Task to complete
Where a line of the entries holds the string "nowrap", copy that line.

Data extract
= = = =

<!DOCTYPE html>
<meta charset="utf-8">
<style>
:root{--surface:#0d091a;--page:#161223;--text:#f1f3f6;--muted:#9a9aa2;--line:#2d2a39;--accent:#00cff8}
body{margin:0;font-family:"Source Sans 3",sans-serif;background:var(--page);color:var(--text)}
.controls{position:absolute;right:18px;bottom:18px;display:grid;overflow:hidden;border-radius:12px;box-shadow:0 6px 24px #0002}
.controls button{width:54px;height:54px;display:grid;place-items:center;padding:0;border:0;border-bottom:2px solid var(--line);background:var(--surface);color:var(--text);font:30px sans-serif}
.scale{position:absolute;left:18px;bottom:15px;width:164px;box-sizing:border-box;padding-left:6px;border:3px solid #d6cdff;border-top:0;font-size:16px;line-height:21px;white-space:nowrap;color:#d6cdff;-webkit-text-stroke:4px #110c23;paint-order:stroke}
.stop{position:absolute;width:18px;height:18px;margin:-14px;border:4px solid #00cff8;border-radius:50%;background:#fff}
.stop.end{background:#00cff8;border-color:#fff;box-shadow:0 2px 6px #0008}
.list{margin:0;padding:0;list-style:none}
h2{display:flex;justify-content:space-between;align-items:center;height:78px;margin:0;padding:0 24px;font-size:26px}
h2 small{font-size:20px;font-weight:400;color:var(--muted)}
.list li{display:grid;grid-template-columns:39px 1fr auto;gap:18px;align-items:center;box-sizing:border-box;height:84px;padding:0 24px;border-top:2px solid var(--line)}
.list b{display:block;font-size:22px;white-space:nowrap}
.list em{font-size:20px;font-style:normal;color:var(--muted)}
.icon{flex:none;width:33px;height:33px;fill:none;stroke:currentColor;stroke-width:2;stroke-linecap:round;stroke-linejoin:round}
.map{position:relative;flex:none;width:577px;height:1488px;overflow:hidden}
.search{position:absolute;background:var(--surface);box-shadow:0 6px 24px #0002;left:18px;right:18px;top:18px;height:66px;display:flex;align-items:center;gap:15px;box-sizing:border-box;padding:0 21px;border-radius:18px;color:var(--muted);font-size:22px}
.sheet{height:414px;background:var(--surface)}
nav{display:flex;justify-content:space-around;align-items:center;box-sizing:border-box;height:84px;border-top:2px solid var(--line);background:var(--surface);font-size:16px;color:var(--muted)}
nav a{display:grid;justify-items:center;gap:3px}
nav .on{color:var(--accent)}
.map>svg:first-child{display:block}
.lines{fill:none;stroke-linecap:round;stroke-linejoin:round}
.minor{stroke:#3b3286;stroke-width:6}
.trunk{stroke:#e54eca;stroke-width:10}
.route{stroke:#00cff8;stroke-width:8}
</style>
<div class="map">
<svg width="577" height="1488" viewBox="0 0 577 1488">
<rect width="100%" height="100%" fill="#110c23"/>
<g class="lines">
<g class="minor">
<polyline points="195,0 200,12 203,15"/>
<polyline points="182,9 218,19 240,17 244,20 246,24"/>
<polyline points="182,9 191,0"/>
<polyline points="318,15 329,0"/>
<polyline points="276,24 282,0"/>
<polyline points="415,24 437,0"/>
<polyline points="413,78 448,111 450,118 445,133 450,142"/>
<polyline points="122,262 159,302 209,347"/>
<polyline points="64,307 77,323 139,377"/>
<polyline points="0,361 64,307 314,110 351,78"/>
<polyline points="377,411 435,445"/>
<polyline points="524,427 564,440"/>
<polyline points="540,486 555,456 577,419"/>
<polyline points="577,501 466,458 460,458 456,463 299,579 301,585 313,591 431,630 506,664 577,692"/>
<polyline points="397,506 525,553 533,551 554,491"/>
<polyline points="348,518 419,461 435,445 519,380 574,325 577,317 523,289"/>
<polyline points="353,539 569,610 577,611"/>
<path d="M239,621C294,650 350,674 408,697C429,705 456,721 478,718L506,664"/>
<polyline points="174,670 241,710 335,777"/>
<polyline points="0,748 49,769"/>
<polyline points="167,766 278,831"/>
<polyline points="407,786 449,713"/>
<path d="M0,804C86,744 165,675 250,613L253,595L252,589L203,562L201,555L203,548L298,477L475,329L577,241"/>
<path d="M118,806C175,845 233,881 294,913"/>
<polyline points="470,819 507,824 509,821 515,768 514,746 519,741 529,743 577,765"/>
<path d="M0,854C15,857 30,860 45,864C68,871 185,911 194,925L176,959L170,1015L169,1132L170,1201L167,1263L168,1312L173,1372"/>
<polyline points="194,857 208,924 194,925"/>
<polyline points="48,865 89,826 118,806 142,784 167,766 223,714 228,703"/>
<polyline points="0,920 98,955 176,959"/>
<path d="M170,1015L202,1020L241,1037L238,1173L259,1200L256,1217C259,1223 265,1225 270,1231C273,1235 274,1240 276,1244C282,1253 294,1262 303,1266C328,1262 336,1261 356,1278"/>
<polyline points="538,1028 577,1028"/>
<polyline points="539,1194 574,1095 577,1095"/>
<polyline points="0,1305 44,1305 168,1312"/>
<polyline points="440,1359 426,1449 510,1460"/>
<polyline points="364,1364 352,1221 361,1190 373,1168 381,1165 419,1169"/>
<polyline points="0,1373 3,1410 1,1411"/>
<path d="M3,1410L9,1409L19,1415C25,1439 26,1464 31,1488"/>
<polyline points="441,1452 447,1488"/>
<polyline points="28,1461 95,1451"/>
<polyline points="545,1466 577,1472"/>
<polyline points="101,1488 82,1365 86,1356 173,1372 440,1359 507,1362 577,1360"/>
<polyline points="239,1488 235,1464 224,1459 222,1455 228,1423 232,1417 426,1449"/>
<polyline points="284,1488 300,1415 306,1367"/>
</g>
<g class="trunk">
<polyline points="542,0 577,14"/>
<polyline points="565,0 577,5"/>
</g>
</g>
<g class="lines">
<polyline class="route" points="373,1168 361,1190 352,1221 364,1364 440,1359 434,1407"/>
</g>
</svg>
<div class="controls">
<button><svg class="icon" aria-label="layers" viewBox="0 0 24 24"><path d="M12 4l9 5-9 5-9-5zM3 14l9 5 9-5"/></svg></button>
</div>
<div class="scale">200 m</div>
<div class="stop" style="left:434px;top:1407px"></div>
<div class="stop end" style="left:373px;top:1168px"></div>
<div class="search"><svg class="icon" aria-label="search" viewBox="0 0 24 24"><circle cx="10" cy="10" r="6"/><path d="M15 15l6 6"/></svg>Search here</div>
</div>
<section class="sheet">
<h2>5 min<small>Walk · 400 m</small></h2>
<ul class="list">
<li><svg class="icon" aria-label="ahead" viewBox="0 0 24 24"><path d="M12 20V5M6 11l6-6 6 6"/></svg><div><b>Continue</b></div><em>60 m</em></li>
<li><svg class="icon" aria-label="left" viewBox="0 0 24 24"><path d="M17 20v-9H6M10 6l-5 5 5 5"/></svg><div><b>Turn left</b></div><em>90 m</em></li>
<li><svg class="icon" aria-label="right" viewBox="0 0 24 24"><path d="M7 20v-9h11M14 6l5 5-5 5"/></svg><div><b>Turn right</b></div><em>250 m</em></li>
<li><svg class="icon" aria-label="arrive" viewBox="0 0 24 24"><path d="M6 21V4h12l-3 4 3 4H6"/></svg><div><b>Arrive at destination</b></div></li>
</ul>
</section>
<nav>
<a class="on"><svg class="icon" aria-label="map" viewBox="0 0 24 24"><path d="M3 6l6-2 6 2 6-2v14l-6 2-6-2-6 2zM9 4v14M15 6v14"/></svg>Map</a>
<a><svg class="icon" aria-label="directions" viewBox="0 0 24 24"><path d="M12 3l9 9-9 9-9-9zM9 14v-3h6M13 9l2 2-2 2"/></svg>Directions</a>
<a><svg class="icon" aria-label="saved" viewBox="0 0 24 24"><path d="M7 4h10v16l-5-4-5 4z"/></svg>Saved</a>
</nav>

= = = =

Result
.scale{position:absolute;left:18px;bottom:15px;width:164px;box-sizing:border-box;padding-left:6px;border:3px solid #d6cdff;border-top:0;font-size:16px;line-height:21px;white-space:nowrap;color:#d6cdff;-webkit-text-stroke:4px #110c23;paint-order:stroke}
.list b{display:block;font-size:22px;white-space:nowrap}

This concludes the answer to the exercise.